Ao almoço dão-me peras,
Ao jantar peras me dão:
A merenda pão com peras,
A ceia peras com pão.

Sempre peras. O sr. ministro da fazenda sempre teimoso. O sr. ministro da fazenda tem uns habitos que não quer perder.

Sr. presidente, o sr. ministro da fazenda está tão habituado a fazer insinuações, que mesmo do logar de ministro, quando falla, não perde o habito.

Veja-se do que modo esse habito lhe está inveterado!

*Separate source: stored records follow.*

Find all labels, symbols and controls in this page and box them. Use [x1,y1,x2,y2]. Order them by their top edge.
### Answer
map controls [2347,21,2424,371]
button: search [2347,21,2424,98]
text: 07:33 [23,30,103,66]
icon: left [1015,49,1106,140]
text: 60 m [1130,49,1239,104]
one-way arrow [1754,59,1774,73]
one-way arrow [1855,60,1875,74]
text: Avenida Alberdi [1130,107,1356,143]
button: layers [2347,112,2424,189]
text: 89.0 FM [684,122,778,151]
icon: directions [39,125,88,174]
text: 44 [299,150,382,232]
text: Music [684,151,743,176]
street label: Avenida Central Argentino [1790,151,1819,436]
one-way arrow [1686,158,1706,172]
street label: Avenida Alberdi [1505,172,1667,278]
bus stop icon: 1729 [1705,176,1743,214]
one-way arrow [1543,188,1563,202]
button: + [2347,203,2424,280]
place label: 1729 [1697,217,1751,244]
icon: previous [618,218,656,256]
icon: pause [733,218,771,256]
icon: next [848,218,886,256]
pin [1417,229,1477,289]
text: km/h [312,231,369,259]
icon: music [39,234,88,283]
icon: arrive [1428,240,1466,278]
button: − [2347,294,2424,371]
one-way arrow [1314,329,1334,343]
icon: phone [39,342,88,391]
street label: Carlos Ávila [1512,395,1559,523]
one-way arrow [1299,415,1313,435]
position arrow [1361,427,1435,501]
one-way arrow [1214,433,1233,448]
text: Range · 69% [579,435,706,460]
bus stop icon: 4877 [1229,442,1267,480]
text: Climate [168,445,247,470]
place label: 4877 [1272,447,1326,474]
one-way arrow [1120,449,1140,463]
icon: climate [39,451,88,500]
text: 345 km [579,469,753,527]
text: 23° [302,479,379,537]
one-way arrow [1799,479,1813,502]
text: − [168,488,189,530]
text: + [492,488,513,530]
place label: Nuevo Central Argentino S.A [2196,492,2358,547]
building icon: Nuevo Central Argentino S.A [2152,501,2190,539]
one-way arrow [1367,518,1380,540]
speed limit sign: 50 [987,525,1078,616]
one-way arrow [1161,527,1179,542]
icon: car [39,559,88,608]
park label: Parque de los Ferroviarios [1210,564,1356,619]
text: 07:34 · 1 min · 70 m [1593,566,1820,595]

Ainda hoje isso aconteceu, quando se discutiu o projecto do monopolio dos tabacos.

Ora, se eu quizesse aqui reproduzir os boatos que correm lá fora a respeito de interessados no monopolio do tabaco, v. exa. comprehende que eu tambem poderia ir para esse caminho, e se o fizesse talvez interpretasse os sentimentos da opinião publica, o dizia talvez a verdade. E direi mais ainda, estou convencido de que nós estâmos aqui a discutir os tabacos conjunctamente com os 6 por cento, porque houve alguem, mais poderoso do que o sr. ministro da fazenda, que teve força para fazer entrar esse projecto hoje em discussão. Não comprehendo como se discutem de mistura dois projectos tão importantes. Eu tambem quero entrar na discussão dos tabacos, mas por este processo não sei como v. exa. entende que isso possa ser. Com este systema fico privado de um direito, que me assiste e do qual não quero prescindir, mas por este modo não o posso exercer.

E não obstante isto, o sr. ministro da fazenda não perde uma occasião de fazer insinuações; s. exa. não se emenda, mas não ganha nada com isso, porque ha de encontrar sempre d'este lado da camara quem lhe responda com a vehemencia com que merece, e muito mais quando as minhas responsabilidades são muito diversas das de s. exa. Tenho a responsabilidade do meu logar e da minha posição, mas tambem tenho o dever de zelar os interesses do povo, procurando conseguir que o mais tarde possivel sejam votados os 6 por cento, porque estou convencido que elles são absolutamente desnecessarios e obedecem só a um capricho e ao temperamento do sr. ministro da fazenda.